Job Management Partner 1/Base User's Guide

3.5.4 Registering daemons in the cluster software

In the cluster software used in your system, register the JP1/Base daemons for failovers. For details on the registration procedure, see the documentation for your cluster software. Remember the following points when registering services:

Ensure that the secondary node can take over the daemons from the primary node, together with the IP address and shared disk. Also, if the failover of an application program leads to the failover of a service, ensure that the secondary node can also take over the application program.

After the logical IP address and shared disk have become available, start JP1/Base first, and then start JP1/IM and JP1/AJS. When stopping the products, stop them in the reverse order.

The information needed when registering JP1/Base into cluster software is shown below:

Functionality Description

Start Start JP1/Base.

Command
jbs_start.cluster logical-host-name

End timing of the start command
The start command ends after JP1/Base is started. If starting JP1/Base does not complete for any reason after the timeout period (typically 60 seconds) elapsed the command ends before JP1/Base is started. In such a case, an attempt to start JP1/Base is not suspended; the command ends but an attempt to start JP1/Base continues.

Result start judgment for the start command
The result of starting JP1/Base should be determined by the operation monitor method described below. Usually, the operation monitor functionality of the clustering software is used. The return value of the start command cannot be used for judgment because it is either 0 (normal end) or 1 (abnormal argument).

Stop Stop JP1/Base.

Command
jbs_stop.cluster logical-host-name

End timing of the stop command
The stop command ends after JP1/Base is stopped. If stopping JP1/Base does not complete for any reason after the timeout period (typically 60 seconds) elapsed, the command ends before JP1/Base is stopped. In such a case, the attempt to stop JP1/Base is not suspended; the command ends but the attempt to stop JP1/Base continues.

Result judgment for the stop command
The result of stopping JP1/Base should be determined by the operation monitor method described below. The return value of the stop command cannot be used for judgment because it is either 0 (normal end) or 1 (abnormal argument).

Remarks:

We recommend that you execute the kill command, described below, after the stop command ends. This ensures that the process terminates regardless of any problem, thus preventing failovers from failing.

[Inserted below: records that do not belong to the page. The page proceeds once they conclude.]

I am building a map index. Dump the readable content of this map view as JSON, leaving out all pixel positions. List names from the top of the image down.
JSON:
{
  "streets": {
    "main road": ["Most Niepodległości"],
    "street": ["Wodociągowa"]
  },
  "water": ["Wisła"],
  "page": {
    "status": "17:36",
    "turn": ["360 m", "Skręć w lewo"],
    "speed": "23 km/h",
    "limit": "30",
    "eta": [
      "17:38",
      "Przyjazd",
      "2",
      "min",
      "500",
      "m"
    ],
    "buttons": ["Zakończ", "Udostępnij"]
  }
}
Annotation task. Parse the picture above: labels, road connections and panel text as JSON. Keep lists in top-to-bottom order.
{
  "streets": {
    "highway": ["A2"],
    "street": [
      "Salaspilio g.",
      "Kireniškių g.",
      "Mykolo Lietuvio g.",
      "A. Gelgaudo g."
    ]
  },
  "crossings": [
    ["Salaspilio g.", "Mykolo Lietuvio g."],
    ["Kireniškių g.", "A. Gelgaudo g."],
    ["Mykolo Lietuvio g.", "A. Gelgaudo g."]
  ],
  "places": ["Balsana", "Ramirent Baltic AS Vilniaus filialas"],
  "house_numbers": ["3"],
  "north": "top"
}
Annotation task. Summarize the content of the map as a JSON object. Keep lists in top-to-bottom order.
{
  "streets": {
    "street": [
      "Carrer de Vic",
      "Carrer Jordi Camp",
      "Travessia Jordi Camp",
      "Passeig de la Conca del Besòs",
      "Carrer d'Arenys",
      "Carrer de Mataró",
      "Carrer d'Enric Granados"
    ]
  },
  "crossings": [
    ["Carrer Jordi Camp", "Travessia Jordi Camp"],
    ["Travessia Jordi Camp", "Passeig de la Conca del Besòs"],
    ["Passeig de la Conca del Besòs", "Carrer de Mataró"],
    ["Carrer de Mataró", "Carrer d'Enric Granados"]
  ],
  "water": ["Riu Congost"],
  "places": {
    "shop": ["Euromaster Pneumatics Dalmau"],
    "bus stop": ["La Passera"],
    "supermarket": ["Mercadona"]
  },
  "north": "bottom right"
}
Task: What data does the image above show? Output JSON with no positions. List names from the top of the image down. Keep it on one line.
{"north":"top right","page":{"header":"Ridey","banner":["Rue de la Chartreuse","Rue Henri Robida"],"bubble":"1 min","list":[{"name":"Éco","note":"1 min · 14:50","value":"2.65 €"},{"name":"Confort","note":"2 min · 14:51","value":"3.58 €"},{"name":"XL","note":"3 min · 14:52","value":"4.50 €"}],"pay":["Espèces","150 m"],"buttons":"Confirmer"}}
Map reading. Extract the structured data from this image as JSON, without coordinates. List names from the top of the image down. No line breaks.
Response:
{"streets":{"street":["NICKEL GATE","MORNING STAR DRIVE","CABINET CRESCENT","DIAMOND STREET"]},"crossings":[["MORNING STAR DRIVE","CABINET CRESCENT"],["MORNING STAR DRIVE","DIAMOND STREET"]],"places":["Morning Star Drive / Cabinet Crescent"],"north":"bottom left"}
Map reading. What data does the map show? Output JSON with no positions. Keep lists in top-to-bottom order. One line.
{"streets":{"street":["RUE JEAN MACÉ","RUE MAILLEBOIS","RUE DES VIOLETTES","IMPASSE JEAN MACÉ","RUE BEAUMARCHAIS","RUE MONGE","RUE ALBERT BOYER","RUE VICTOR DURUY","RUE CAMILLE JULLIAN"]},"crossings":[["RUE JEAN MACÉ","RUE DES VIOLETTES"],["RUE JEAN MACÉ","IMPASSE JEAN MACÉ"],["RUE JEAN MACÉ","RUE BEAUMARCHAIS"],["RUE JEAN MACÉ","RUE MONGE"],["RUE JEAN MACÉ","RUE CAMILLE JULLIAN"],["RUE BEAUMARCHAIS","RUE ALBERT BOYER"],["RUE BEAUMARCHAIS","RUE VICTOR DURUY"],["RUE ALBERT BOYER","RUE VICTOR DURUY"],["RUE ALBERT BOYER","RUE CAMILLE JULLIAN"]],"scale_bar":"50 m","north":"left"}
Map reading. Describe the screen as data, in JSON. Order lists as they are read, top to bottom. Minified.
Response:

Operation monitoring Use the return values from the jbs_spmd_status and jevstat commands to monitor whether JP1/Base is operating normally. These commands judge the operating status based on whether each process is running or not.
Some clustering software does not support this functionality. Register this functionality only when a failover is required upon a failure in JP1/Base.

Command
jbs_spmd_status -h logical-host-name
jevstat logical-host-name

Result judgment for operation monitoring
The return values have the following meanings:
Return value = 0 (all operating)
JP1/Base is operating normally.
Return value = 1 (error)
An unrecoverable error has occurred. Judge this as a failure.
Note
If you execute the jbs_spmd_status command on the secondary node with the shared disk offline, it returns 1 because the shared disk is not found.
Return value = 4 (partial stop)
Some of the JP1/Base processes have stopped for some reason. Judge this as a failure (for UNIX).^#
Return value = 8 (all stopped)
All processes of JP1/Base have stopped for some reason. Judge this as a failure.
Return value = 12 (error but retry possible)
While the jbs_spmd_status command is checking the operating status, an error has occurred which can be recovered by retry. Retry checking the operating status up to a specified number of times. For the jevstat command, this return value indicates an error for which retry is not possible.

Kill Kill JP1/Base and release the resources it has been using.

Command
jbs_killall.cluster logical-host-name

When you execute the jbs_killall.cluster command, each process is forcibly stopped without performing any processing for stopping JP1/Base.

Note

Stop JP1/Base using the stop command before executing the kill command. Use the kill command only when a problem has occurred, for example, when executing the stop command cannot terminate processing.

# In Windows, operation differs from that in UNIX due to the relationship with service control by Windows. If some processes have stopped in Windows, the JP1 process management automatically stops all the processes, placing the service into the stopped state. You can determine a failure by detecting the stop of the service or when the jbs_spmd_status command returns a value of 8.

Remarks: Restarting JP1

If a JP1 failure is detected in a cluster system, the primary server might restart JP1 to attempt recovery before it performs a failover to the secondary server.

In such a case, we recommend that you use the clustering software control to restart JP1 rather than restarting by JP1 process management.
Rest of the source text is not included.